[MATERIAL TO PROCESS]
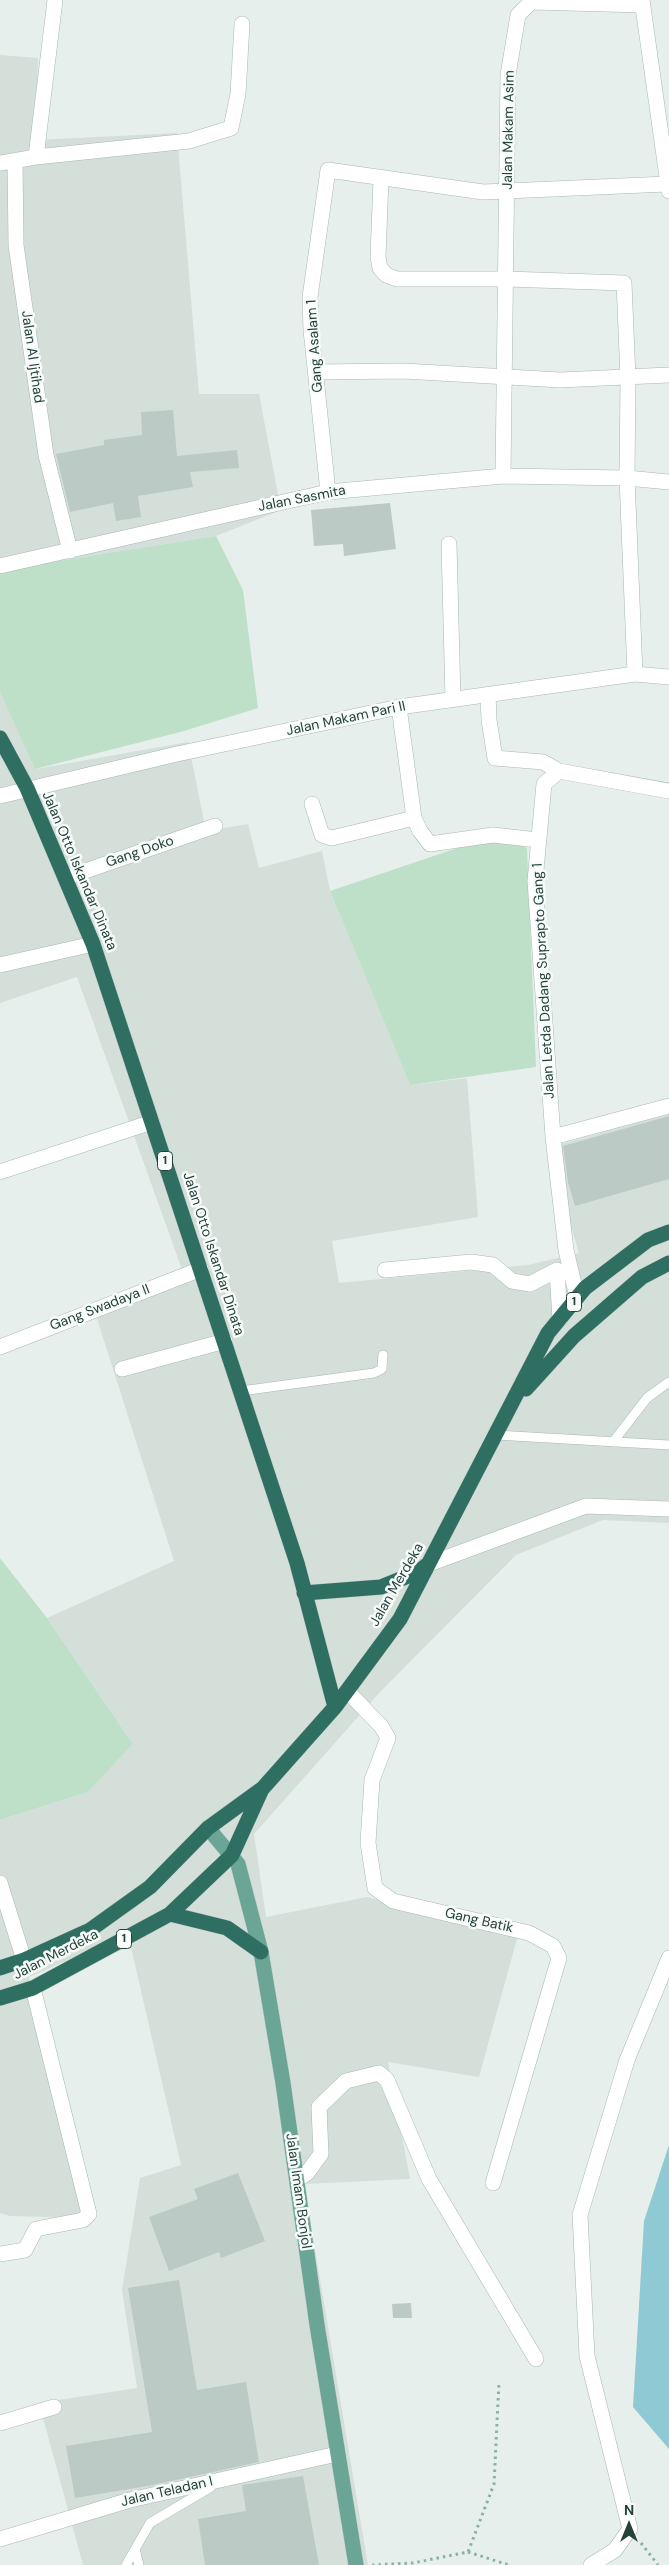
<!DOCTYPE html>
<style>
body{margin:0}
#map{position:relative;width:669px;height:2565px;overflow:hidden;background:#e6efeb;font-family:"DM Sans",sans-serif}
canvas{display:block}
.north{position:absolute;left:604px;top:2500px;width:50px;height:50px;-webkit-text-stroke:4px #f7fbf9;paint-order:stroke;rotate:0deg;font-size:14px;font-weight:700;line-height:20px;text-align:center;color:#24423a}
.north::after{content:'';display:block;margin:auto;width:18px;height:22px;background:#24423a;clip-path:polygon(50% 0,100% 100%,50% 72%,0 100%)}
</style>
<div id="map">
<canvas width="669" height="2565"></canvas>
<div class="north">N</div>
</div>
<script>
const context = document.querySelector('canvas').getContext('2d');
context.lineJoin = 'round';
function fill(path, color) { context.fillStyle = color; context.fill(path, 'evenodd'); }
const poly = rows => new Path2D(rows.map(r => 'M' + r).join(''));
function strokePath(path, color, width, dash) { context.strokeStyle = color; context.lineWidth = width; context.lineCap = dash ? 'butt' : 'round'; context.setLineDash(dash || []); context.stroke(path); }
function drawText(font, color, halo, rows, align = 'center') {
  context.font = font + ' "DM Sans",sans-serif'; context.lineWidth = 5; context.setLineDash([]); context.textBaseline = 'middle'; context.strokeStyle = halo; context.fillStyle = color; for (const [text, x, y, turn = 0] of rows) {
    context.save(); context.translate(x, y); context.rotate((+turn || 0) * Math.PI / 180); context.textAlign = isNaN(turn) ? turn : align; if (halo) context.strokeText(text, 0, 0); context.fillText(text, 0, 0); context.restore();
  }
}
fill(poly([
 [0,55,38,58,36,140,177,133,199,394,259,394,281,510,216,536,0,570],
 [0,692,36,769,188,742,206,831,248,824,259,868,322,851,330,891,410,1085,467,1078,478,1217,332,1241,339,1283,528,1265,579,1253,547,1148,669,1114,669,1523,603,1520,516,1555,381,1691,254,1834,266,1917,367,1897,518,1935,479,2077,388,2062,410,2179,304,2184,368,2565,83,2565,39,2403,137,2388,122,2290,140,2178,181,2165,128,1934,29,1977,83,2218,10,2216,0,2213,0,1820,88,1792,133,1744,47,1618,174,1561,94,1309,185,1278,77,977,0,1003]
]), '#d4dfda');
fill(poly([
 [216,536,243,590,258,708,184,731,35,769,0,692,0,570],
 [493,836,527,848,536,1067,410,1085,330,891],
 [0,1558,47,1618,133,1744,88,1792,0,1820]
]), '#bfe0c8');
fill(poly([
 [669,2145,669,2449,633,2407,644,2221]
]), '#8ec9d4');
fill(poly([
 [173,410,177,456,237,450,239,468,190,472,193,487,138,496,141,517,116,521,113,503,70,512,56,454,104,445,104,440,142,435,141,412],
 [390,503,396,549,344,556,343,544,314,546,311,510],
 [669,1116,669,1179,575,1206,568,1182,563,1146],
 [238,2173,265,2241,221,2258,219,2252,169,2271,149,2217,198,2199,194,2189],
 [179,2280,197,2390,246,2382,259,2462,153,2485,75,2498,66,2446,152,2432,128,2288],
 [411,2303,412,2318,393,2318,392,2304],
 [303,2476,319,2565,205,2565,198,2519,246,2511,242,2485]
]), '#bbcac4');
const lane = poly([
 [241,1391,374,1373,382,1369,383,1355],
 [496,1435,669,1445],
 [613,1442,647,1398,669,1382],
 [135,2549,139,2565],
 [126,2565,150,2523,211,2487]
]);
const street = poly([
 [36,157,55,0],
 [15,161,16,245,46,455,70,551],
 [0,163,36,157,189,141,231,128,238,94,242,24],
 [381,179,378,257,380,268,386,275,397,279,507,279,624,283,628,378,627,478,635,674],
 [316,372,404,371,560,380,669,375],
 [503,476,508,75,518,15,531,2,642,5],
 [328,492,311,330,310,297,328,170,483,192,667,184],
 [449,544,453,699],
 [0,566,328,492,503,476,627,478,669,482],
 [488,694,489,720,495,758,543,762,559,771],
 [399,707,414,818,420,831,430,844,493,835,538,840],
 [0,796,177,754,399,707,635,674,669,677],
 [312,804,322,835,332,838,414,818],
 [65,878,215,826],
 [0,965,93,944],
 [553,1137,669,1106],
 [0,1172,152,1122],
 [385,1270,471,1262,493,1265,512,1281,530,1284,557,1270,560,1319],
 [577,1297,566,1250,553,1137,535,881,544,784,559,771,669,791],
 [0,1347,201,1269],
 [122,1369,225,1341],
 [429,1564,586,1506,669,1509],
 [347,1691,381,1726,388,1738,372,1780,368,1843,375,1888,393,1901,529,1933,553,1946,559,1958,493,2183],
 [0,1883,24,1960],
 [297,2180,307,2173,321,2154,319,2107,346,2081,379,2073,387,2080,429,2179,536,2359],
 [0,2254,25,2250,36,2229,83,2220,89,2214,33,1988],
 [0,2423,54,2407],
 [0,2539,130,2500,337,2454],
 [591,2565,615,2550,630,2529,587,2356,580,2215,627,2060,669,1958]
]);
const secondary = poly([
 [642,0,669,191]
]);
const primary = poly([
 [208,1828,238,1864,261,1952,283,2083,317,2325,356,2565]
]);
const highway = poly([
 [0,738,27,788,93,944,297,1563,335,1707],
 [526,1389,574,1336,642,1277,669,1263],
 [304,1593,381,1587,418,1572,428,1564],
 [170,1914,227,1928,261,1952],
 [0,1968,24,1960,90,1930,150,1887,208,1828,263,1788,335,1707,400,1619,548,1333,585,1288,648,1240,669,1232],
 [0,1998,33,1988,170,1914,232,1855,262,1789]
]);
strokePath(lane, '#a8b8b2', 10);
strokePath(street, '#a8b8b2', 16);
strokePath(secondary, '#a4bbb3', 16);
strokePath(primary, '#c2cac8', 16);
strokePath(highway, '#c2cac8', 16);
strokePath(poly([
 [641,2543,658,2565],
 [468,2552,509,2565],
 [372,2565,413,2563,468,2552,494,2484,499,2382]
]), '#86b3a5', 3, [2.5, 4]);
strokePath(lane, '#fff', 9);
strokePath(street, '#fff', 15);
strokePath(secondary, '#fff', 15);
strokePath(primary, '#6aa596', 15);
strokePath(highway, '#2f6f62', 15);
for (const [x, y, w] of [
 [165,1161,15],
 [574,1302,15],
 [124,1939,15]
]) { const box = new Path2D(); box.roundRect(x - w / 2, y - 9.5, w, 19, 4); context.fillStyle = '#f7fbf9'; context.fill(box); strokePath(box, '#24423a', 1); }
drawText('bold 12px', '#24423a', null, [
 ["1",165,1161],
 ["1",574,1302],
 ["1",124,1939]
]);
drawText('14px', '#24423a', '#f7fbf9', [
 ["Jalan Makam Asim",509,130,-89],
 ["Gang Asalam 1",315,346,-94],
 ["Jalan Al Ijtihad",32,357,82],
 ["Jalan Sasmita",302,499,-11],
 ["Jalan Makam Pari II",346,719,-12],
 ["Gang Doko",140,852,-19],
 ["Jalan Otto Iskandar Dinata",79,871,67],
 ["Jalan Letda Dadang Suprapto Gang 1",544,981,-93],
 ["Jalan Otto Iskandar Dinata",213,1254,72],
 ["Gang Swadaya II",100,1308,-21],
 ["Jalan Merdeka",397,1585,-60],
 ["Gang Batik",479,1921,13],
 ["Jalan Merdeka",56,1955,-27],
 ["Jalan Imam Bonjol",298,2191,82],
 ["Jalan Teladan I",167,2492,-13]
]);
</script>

[EXERCISE BRIEF]
Copy out all lines from the records where the word "setLineDash" appears.

[TASK RESPONSE]
function strokePath(path, color, width, dash) { context.strokeStyle = color; context.lineWidth = width; context.lineCap = dash ? 'butt' : 'round'; context.setLineDash(dash || []); context.stroke(path); }
  context.font = font + ' "DM Sans",sans-serif'; context.lineWidth = 5; context.setLineDash([]); context.textBaseline = 'middle'; context.strokeStyle = halo; context.fillStyle = color; for (const [text, x, y, turn = 0] of rows) {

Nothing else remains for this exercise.